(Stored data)

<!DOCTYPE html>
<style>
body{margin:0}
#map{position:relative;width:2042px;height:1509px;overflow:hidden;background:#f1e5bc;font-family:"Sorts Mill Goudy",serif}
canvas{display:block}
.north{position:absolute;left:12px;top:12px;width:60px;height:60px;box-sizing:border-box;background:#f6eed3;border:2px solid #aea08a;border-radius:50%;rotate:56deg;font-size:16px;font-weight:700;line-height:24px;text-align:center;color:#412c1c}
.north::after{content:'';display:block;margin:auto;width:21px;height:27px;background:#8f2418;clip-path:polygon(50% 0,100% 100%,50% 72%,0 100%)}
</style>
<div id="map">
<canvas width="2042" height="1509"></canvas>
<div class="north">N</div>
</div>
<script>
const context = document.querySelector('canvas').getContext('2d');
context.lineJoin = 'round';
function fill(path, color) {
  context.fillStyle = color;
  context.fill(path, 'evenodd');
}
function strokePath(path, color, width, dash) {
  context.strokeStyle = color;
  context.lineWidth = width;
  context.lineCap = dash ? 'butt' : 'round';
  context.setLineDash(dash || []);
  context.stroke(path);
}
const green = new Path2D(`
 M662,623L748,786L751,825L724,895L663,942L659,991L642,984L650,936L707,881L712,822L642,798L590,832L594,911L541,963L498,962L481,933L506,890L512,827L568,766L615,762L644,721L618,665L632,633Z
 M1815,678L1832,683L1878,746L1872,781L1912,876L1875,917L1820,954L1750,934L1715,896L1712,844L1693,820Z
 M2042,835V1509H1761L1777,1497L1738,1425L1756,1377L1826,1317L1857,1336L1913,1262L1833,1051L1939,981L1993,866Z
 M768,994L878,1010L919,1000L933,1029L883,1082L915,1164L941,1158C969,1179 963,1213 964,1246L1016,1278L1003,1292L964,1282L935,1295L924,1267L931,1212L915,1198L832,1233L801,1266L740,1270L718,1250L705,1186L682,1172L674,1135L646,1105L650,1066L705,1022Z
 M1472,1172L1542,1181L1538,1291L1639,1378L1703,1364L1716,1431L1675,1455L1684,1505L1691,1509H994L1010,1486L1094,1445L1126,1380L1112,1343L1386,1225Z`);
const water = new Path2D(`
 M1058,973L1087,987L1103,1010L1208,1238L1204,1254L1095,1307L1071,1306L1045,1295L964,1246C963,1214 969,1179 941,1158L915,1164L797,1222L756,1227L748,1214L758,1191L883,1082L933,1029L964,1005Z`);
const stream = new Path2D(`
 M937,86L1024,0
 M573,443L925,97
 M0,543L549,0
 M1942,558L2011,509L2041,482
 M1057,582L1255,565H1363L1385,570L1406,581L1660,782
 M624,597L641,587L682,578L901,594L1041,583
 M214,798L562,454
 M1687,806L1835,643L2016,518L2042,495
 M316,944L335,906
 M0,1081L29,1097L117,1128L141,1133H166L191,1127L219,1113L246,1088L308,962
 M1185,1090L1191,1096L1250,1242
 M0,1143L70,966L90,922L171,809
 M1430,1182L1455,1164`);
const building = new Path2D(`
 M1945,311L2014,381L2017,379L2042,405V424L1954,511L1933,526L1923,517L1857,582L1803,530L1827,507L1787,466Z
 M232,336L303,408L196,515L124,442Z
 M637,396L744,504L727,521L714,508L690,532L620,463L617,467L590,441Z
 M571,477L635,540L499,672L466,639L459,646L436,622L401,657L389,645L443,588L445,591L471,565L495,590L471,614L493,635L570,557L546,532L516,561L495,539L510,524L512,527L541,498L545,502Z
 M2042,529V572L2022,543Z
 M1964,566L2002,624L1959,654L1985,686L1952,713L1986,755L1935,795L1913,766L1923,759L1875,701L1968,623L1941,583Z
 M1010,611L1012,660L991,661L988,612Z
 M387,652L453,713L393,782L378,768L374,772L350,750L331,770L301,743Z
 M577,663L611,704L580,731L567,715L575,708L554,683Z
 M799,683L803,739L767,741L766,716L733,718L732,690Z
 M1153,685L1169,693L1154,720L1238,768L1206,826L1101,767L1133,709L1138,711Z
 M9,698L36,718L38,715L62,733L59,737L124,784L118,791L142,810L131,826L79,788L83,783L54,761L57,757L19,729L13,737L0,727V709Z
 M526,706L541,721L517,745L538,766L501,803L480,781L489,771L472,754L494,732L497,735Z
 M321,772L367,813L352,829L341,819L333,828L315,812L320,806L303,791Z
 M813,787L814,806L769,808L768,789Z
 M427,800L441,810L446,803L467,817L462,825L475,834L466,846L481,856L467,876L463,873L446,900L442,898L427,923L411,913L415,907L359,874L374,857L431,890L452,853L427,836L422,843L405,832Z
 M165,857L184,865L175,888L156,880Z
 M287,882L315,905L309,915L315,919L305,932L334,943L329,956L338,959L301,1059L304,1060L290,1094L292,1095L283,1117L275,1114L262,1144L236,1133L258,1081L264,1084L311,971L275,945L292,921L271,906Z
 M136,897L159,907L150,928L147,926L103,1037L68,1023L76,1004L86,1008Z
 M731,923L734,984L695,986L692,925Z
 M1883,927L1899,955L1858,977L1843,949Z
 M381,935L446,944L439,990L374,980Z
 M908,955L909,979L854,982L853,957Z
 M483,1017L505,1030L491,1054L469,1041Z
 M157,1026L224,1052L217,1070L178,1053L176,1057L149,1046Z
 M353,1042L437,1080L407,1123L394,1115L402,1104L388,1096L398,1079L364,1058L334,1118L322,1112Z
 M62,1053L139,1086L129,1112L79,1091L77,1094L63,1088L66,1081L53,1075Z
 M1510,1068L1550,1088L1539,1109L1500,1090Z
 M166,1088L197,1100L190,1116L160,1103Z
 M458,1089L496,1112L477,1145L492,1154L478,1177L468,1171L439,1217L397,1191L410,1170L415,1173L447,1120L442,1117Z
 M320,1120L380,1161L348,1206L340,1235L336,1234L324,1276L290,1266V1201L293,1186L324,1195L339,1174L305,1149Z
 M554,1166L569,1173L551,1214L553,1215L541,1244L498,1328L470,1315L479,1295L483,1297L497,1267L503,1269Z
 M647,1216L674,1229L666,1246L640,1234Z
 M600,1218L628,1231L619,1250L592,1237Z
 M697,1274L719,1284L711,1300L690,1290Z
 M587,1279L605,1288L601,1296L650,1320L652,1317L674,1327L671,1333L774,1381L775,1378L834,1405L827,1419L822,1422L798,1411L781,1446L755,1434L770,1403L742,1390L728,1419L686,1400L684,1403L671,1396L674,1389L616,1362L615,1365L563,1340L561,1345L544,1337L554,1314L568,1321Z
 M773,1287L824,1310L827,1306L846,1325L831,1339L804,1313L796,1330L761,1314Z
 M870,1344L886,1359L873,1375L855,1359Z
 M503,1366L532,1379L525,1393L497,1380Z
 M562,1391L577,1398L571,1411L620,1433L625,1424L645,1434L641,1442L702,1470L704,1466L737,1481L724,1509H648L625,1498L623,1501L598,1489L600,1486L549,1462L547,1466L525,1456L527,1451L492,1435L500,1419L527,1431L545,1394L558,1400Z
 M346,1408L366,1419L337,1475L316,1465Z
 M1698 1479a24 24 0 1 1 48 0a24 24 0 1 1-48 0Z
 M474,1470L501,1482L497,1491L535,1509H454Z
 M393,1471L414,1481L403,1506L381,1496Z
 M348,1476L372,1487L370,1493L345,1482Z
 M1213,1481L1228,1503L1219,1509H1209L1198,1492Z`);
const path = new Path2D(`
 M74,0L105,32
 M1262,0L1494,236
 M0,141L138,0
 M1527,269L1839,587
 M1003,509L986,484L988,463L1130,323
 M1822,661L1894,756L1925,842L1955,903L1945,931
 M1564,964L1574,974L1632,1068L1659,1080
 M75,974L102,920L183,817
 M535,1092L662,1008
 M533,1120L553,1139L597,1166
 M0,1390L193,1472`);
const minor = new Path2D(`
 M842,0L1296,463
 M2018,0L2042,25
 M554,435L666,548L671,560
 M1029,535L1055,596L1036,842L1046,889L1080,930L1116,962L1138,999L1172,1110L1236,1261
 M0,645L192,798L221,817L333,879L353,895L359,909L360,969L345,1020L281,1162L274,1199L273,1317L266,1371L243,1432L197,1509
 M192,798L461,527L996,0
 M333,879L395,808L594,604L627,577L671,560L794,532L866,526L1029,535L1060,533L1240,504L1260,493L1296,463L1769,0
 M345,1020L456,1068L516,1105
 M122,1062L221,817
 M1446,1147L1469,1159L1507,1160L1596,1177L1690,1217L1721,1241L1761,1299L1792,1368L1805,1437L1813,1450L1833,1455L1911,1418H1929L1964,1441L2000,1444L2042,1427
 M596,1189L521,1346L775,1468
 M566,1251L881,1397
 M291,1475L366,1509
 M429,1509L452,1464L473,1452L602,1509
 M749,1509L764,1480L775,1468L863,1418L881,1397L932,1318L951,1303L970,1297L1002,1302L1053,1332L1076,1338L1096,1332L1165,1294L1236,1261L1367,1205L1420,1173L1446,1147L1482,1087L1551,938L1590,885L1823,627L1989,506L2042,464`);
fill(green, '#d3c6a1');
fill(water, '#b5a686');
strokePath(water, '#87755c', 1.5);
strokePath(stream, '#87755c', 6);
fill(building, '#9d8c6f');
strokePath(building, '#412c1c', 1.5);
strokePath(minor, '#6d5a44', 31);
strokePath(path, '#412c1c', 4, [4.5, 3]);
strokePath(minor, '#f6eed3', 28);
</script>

▶ **What you are asked to do**: All lines of the data that hold "dash" need to be copied.

▶ **Exercise result**:
function strokePath(path, color, width, dash) {
  context.lineCap = dash ? 'butt' : 'round';
  context.setLineDash(dash || []);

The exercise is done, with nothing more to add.